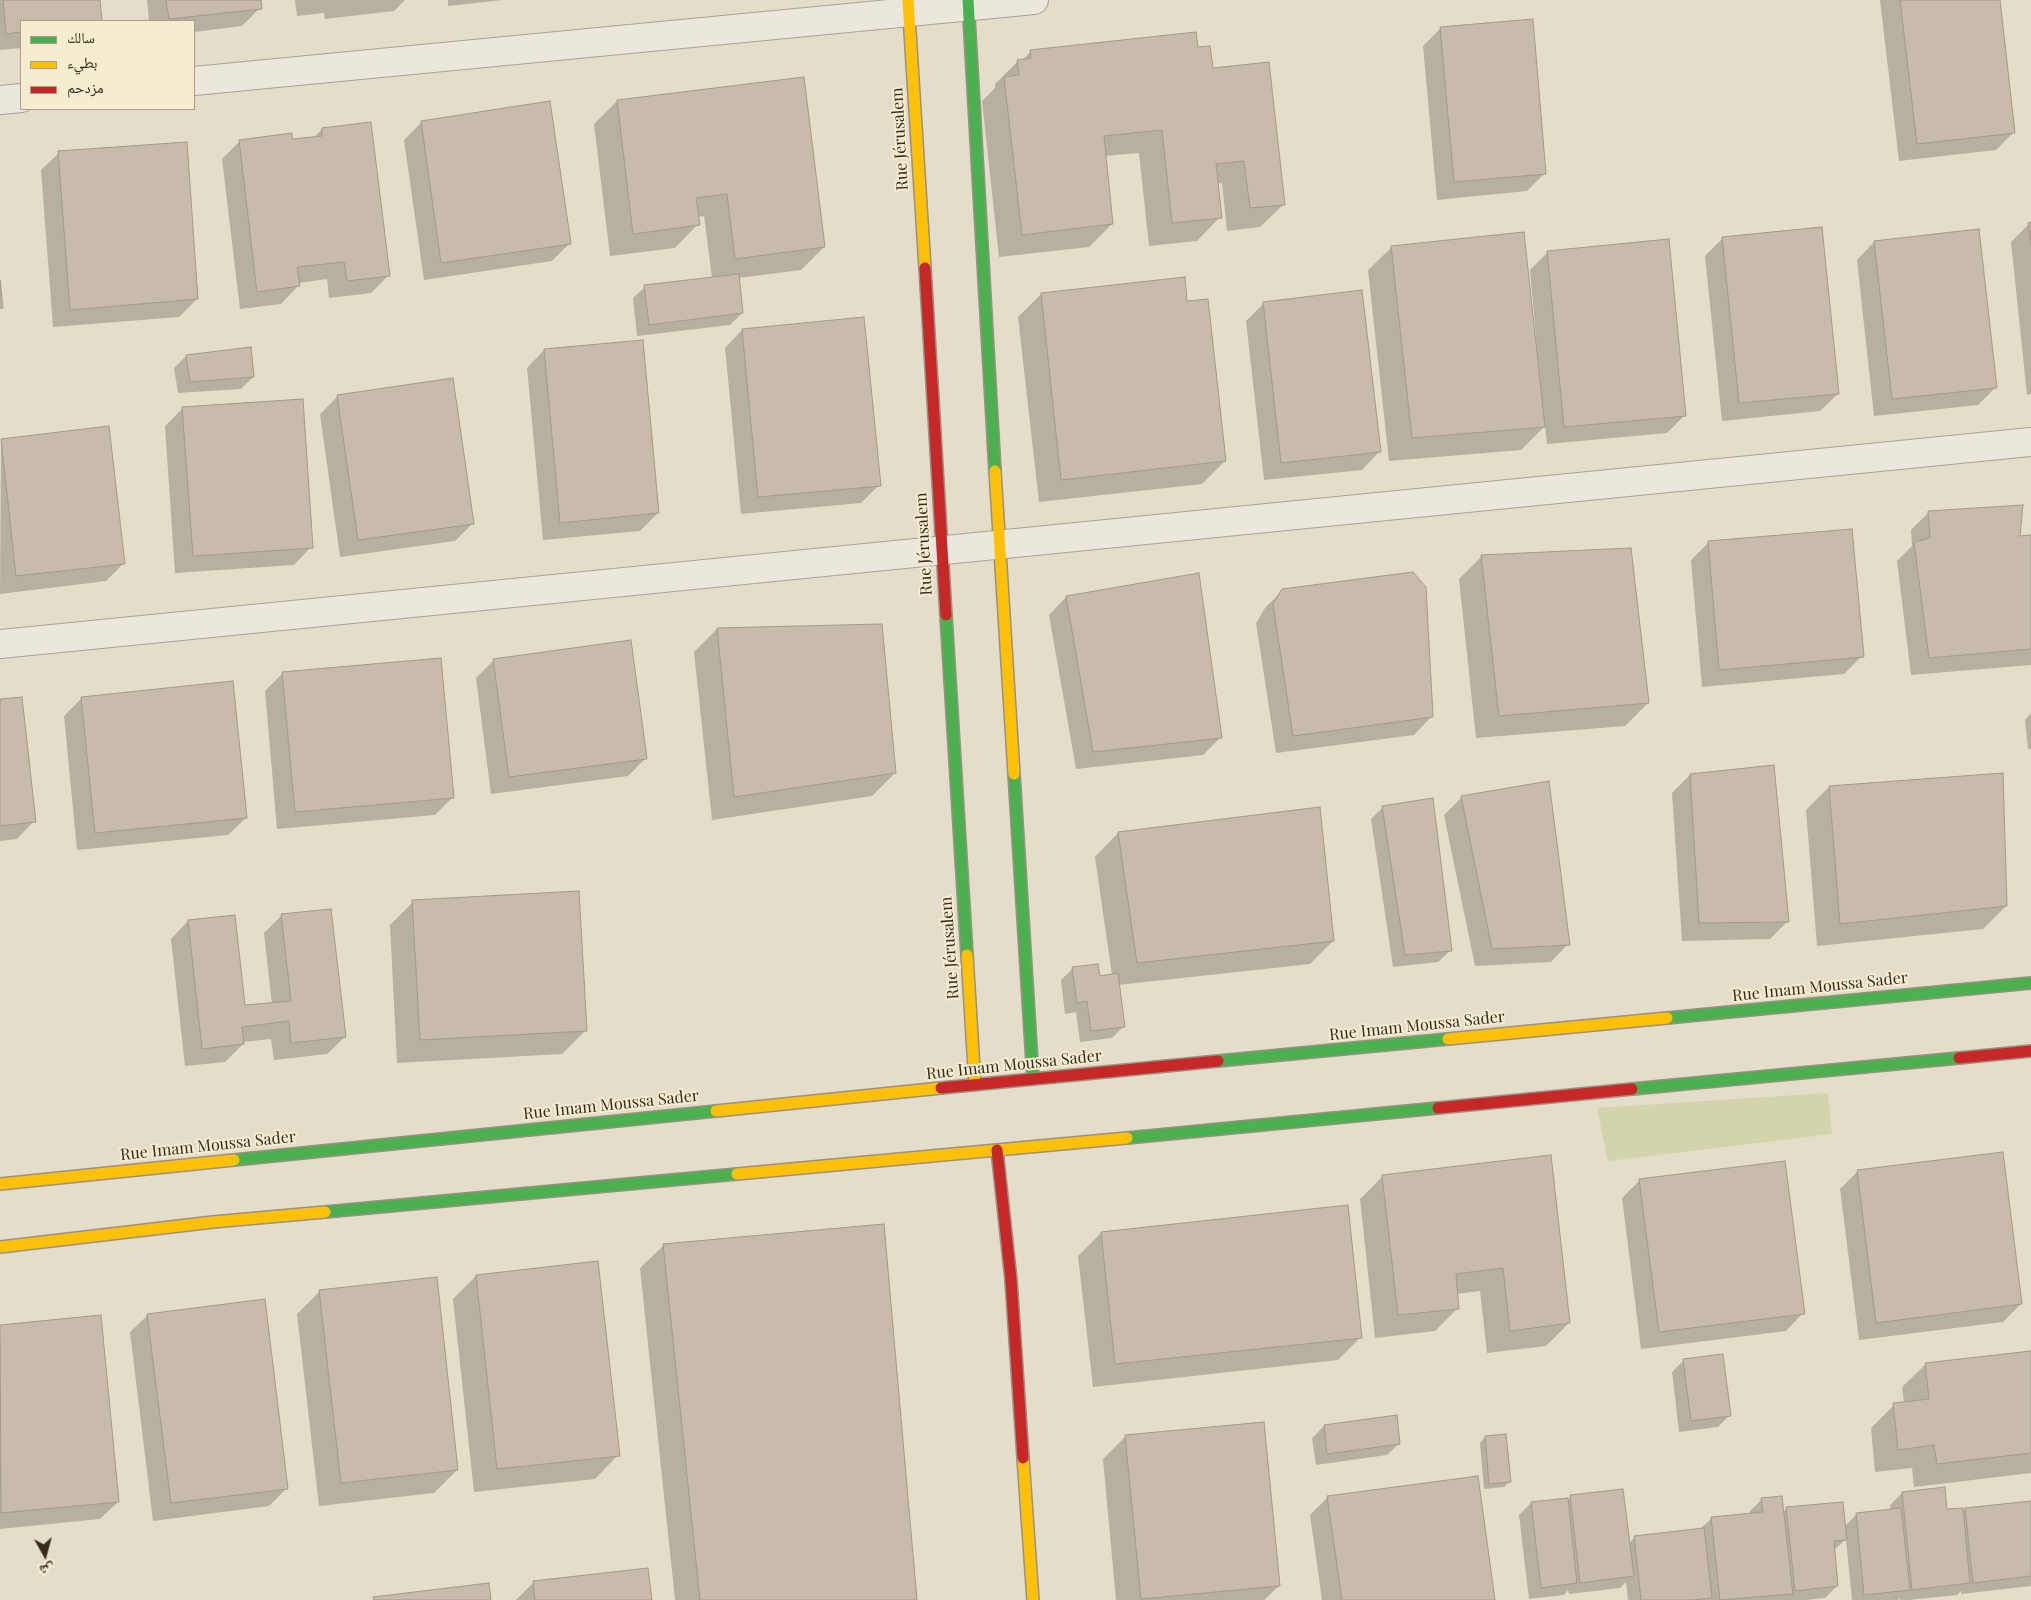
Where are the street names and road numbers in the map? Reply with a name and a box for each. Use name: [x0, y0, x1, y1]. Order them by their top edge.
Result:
street label: Rue Jérusalem: [888, 87, 912, 191]
street label: Rue Jérusalem: [912, 492, 936, 596]
street label: Rue Jérusalem: [937, 896, 963, 1000]
street label: Rue Imam Moussa Sader: [1731, 968, 1909, 1006]
street label: Rue Imam Moussa Sader: [1328, 1007, 1506, 1045]
street label: Rue Imam Moussa Sader: [925, 1046, 1103, 1084]
street label: Rue Imam Moussa Sader: [522, 1086, 700, 1124]
street label: Rue Imam Moussa Sader: [119, 1127, 297, 1165]

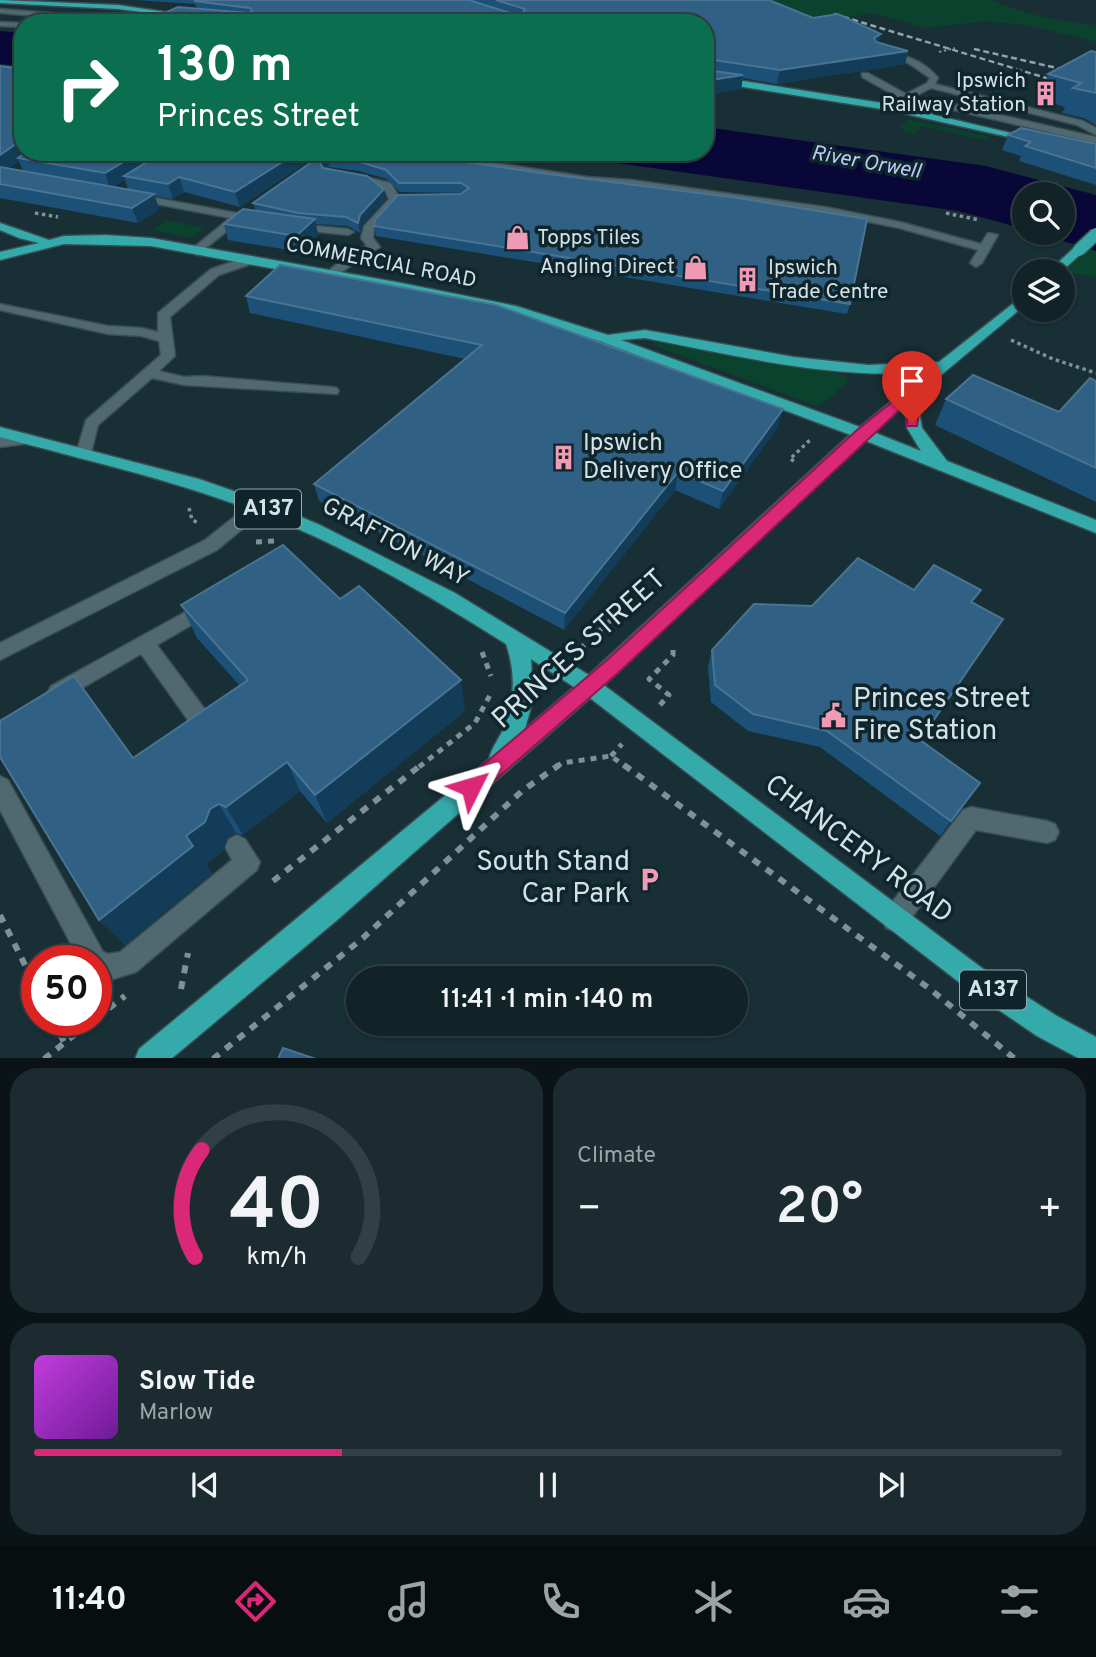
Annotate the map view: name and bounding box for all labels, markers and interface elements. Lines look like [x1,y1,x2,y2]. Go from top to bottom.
text: 130 m [157,37,293,99]
icon: right [42,42,133,133]
place label: Ipswich Railway Station [881,68,1026,119]
building icon: Ipswich Railway Station [1032,79,1060,107]
text: Princes Street [157,98,360,138]
water label: River Orwell [809,140,925,186]
map controls [1012,182,1075,322]
button: search [1012,182,1075,245]
shop icon: Topps Tiles [503,224,531,252]
place label: Topps Tiles [537,225,640,252]
street label: COMMERCIAL ROAD [283,231,479,295]
shop icon: Angling Direct [681,253,709,281]
place label: Angling Direct [540,254,675,281]
place label: Ipswich Trade Centre [768,255,888,306]
button: layers [1012,259,1075,322]
building icon: Ipswich Trade Centre [734,266,762,294]
pin [882,351,942,423]
icon: arrive [893,362,931,400]
place label: Ipswich Delivery Office [583,429,743,487]
building icon: Ipswich Delivery Office [549,444,577,472]
road number: A137 [235,489,301,528]
street label: GRAFTON WAY [316,492,474,594]
street label: PRINCES STREET [485,562,675,738]
place label: Princes Street Fire Station [853,682,1031,750]
public building icon: Princes Street Fire Station [819,702,847,730]
position arrow [434,750,508,824]
street label: CHANCERY ROAD [757,767,959,933]
place label: South Stand Car Park [476,845,630,913]
parking icon: South Stand Car Park [636,865,664,893]
speed limit sign: 50 [21,945,112,1036]
road number: A137 [960,970,1026,1009]
text: 11:41 · 1 min · 140 m [441,984,653,1017]
text: Climate [577,1142,656,1171]
text: 40 [229,1163,324,1255]
text: 20° [776,1176,863,1242]
text: − [577,1186,602,1235]
text: + [1037,1186,1062,1235]
text: km/h [246,1241,307,1273]
text: Slow Tide [139,1366,256,1399]
text: Marlow [139,1399,213,1428]
icon: previous [186,1466,224,1504]
icon: pause [529,1466,567,1504]
icon: next [872,1466,910,1504]
icon: directions [231,1577,280,1626]
icon: music [384,1577,433,1626]
icon: phone [536,1577,585,1626]
icon: climate [689,1577,738,1626]
icon: car [842,1577,891,1626]
icon: filters [995,1577,1044,1626]
text: 11:40 [52,1581,127,1621]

(Exercise prompt) Show the lines of the records above that mention "Sader".

(Solution to the exercise)
street label: Rue Imam Moussa Sader: [1731, 968, 1909, 1006]
street label: Rue Imam Moussa Sader: [1328, 1007, 1506, 1045]
street label: Rue Imam Moussa Sader: [925, 1046, 1103, 1084]
street label: Rue Imam Moussa Sader: [522, 1086, 700, 1124]
street label: Rue Imam Moussa Sader: [119, 1127, 297, 1165]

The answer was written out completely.